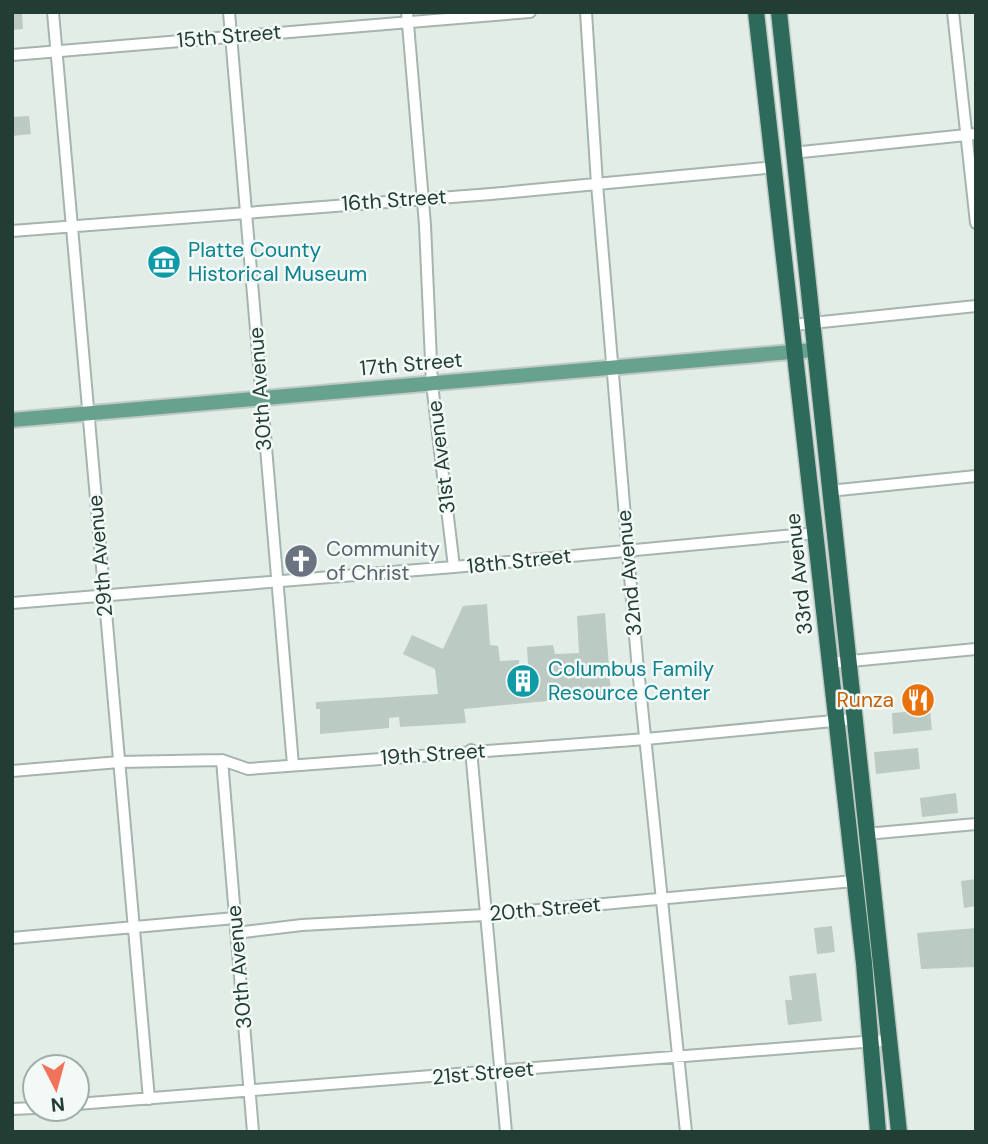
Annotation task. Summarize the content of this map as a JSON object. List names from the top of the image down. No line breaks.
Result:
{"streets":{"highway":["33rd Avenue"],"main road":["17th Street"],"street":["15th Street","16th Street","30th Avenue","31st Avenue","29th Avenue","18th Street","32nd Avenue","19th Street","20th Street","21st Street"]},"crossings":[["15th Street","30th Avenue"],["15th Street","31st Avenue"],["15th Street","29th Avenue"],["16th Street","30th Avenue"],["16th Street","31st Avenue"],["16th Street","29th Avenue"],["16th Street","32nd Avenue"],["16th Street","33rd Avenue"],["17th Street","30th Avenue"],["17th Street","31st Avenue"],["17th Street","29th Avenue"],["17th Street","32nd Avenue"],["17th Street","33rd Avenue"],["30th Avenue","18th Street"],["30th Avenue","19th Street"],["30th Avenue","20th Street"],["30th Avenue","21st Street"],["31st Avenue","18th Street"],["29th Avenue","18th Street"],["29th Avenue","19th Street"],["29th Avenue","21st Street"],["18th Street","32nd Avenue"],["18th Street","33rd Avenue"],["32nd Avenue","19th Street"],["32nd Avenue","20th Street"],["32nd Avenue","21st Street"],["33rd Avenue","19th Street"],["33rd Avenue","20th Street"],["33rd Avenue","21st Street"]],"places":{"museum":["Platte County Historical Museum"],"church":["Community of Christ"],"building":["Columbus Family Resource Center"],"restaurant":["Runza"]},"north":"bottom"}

____________________

*Task prompt*. In the reply, each line of the data must appear exactly as written, and no picture may appear.

*Exercise result*.
Annotation task. Summarize the content of this map as a JSON object. List names from the top of the image down. No line breaks.
Result:
{"streets":{"highway":["33rd Avenue"],"main road":["17th Street"],"street":["15th Street","16th Street","30th Avenue","31st Avenue","29th Avenue","18th Street","32nd Avenue","19th Street","20th Street","21st Street"]},"crossings":[["15th Street","30th Avenue"],["15th Street","31st Avenue"],["15th Street","29th Avenue"],["16th Street","30th Avenue"],["16th Street","31st Avenue"],["16th Street","29th Avenue"],["16th Street","32nd Avenue"],["16th Street","33rd Avenue"],["17th Street","30th Avenue"],["17th Street","31st Avenue"],["17th Street","29th Avenue"],["17th Street","32nd Avenue"],["17th Street","33rd Avenue"],["30th Avenue","18th Street"],["30th Avenue","19th Street"],["30th Avenue","20th Street"],["30th Avenue","21st Street"],["31st Avenue","18th Street"],["29th Avenue","18th Street"],["29th Avenue","19th Street"],["29th Avenue","21st Street"],["18th Street","32nd Avenue"],["18th Street","33rd Avenue"],["32nd Avenue","19th Street"],["32nd Avenue","20th Street"],["32nd Avenue","21st Street"],["33rd Avenue","19th Street"],["33rd Avenue","20th Street"],["33rd Avenue","21st Street"]],"places":{"museum":["Platte County Historical Museum"],"church":["Community of Christ"],"building":["Columbus Family Resource Center"],"restaurant":["Runza"]},"north":"bottom"}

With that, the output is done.